## WHAT TO PRODUCE
Please return the data that follows precisely as written, but without the images.

## RECORDS SHOWN
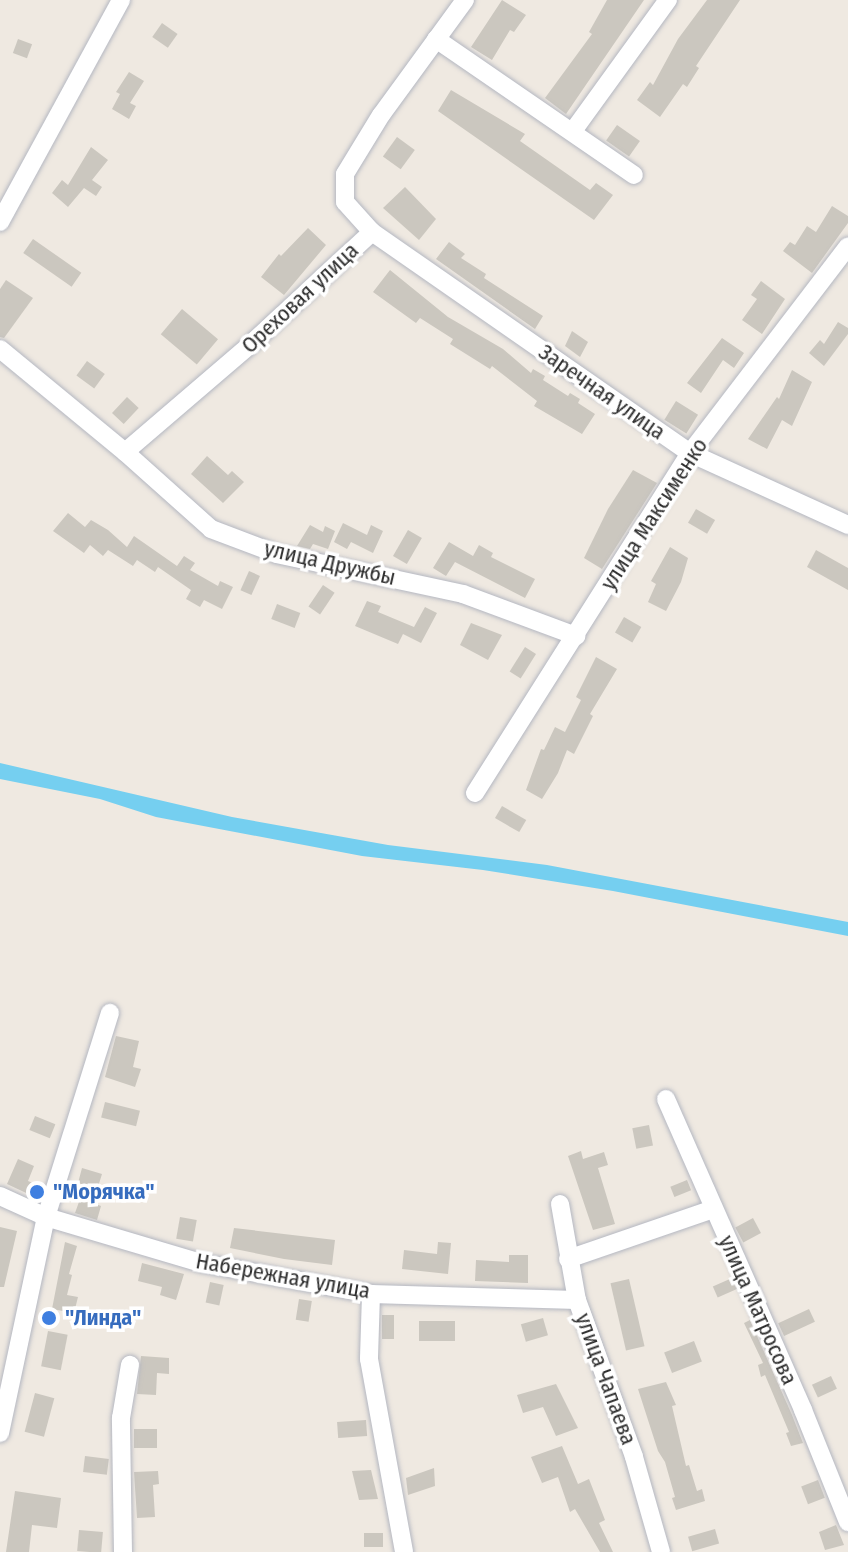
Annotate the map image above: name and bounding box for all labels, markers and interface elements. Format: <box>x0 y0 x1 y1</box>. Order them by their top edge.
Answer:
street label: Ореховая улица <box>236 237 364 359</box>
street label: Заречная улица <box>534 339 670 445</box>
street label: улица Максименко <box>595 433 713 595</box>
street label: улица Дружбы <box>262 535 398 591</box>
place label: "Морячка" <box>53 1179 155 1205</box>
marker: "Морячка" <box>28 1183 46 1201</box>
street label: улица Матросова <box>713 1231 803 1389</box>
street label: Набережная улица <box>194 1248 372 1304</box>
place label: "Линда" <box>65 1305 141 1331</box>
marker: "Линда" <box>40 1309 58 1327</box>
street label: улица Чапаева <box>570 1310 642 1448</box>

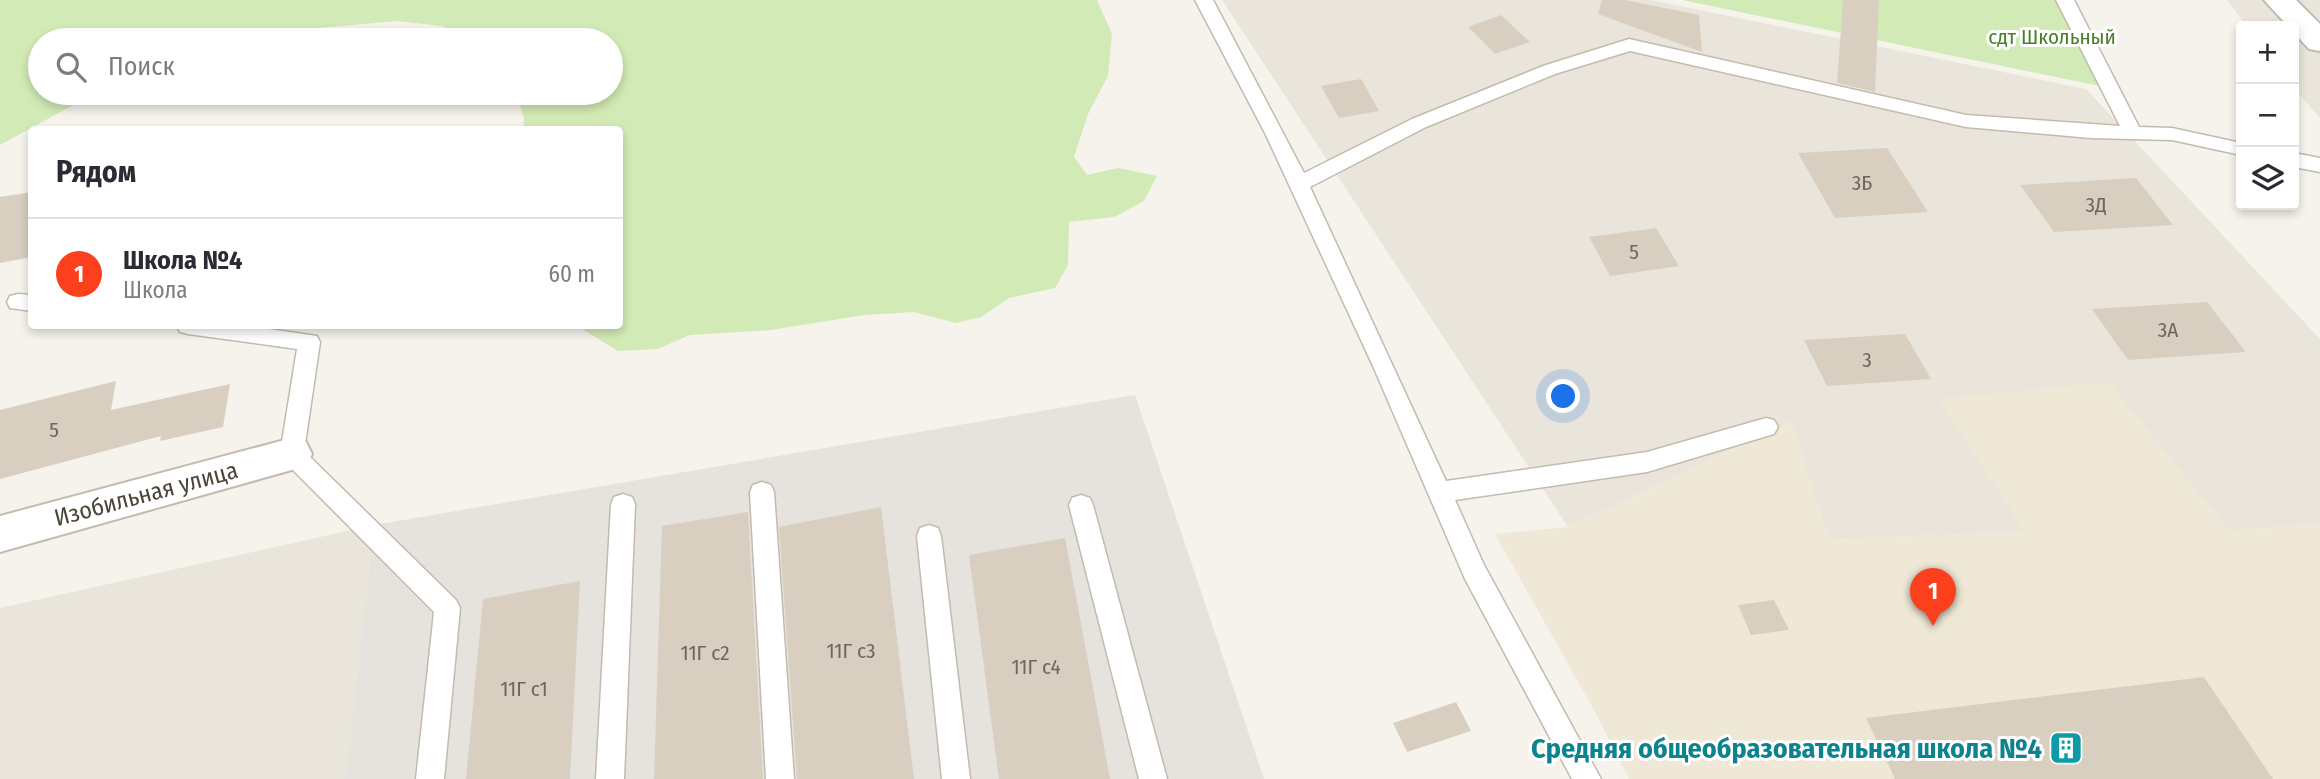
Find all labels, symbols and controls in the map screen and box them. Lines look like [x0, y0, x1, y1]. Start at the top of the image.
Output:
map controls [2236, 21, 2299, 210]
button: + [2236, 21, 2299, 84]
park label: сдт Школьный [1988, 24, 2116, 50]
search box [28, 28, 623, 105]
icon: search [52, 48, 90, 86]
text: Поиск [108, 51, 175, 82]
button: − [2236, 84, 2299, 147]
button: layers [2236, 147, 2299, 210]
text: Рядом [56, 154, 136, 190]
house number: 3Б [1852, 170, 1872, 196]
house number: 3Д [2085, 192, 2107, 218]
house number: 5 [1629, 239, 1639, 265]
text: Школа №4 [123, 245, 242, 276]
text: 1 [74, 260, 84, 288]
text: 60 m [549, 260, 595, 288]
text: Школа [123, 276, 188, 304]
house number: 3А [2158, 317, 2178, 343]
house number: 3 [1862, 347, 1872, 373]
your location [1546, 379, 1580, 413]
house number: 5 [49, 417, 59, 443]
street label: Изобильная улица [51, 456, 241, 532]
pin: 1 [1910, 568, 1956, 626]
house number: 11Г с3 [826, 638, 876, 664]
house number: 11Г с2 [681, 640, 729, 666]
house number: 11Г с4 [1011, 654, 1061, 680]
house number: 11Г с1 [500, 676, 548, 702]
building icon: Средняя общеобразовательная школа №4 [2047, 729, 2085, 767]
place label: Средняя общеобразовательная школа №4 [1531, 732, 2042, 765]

## SOLUTION TO THIS PROBLEM
Annotate the map image above: name and bounding box for all labels, markers and interface elements. Format: <box>x0 y0 x1 y1</box>. Order them by their top edge.
Answer:
street label: Ореховая улица <box>236 237 364 359</box>
street label: Заречная улица <box>534 339 670 445</box>
street label: улица Максименко <box>595 433 713 595</box>
street label: улица Дружбы <box>262 535 398 591</box>
place label: "Морячка" <box>53 1179 155 1205</box>
marker: "Морячка" <box>28 1183 46 1201</box>
street label: улица Матросова <box>713 1231 803 1389</box>
street label: Набережная улица <box>194 1248 372 1304</box>
place label: "Линда" <box>65 1305 141 1331</box>
marker: "Линда" <box>40 1309 58 1327</box>
street label: улица Чапаева <box>570 1310 642 1448</box>

Find all labels, symbols and controls in the map screen and box them. Lines look like [x0, y0, x1, y1]. Start at the top of the image.
Output:
map controls [2236, 21, 2299, 210]
button: + [2236, 21, 2299, 84]
park label: сдт Школьный [1988, 24, 2116, 50]
search box [28, 28, 623, 105]
icon: search [52, 48, 90, 86]
text: Поиск [108, 51, 175, 82]
button: − [2236, 84, 2299, 147]
button: layers [2236, 147, 2299, 210]
text: Рядом [56, 154, 136, 190]
house number: 3Б [1852, 170, 1872, 196]
house number: 3Д [2085, 192, 2107, 218]
house number: 5 [1629, 239, 1639, 265]
text: Школа №4 [123, 245, 242, 276]
text: 1 [74, 260, 84, 288]
text: 60 m [549, 260, 595, 288]
text: Школа [123, 276, 188, 304]
house number: 3А [2158, 317, 2178, 343]
house number: 3 [1862, 347, 1872, 373]
your location [1546, 379, 1580, 413]
house number: 5 [49, 417, 59, 443]
street label: Изобильная улица [51, 456, 241, 532]
pin: 1 [1910, 568, 1956, 626]
house number: 11Г с3 [826, 638, 876, 664]
house number: 11Г с2 [681, 640, 729, 666]
house number: 11Г с4 [1011, 654, 1061, 680]
house number: 11Г с1 [500, 676, 548, 702]
building icon: Средняя общеобразовательная школа №4 [2047, 729, 2085, 767]
place label: Средняя общеобразовательная школа №4 [1531, 732, 2042, 765]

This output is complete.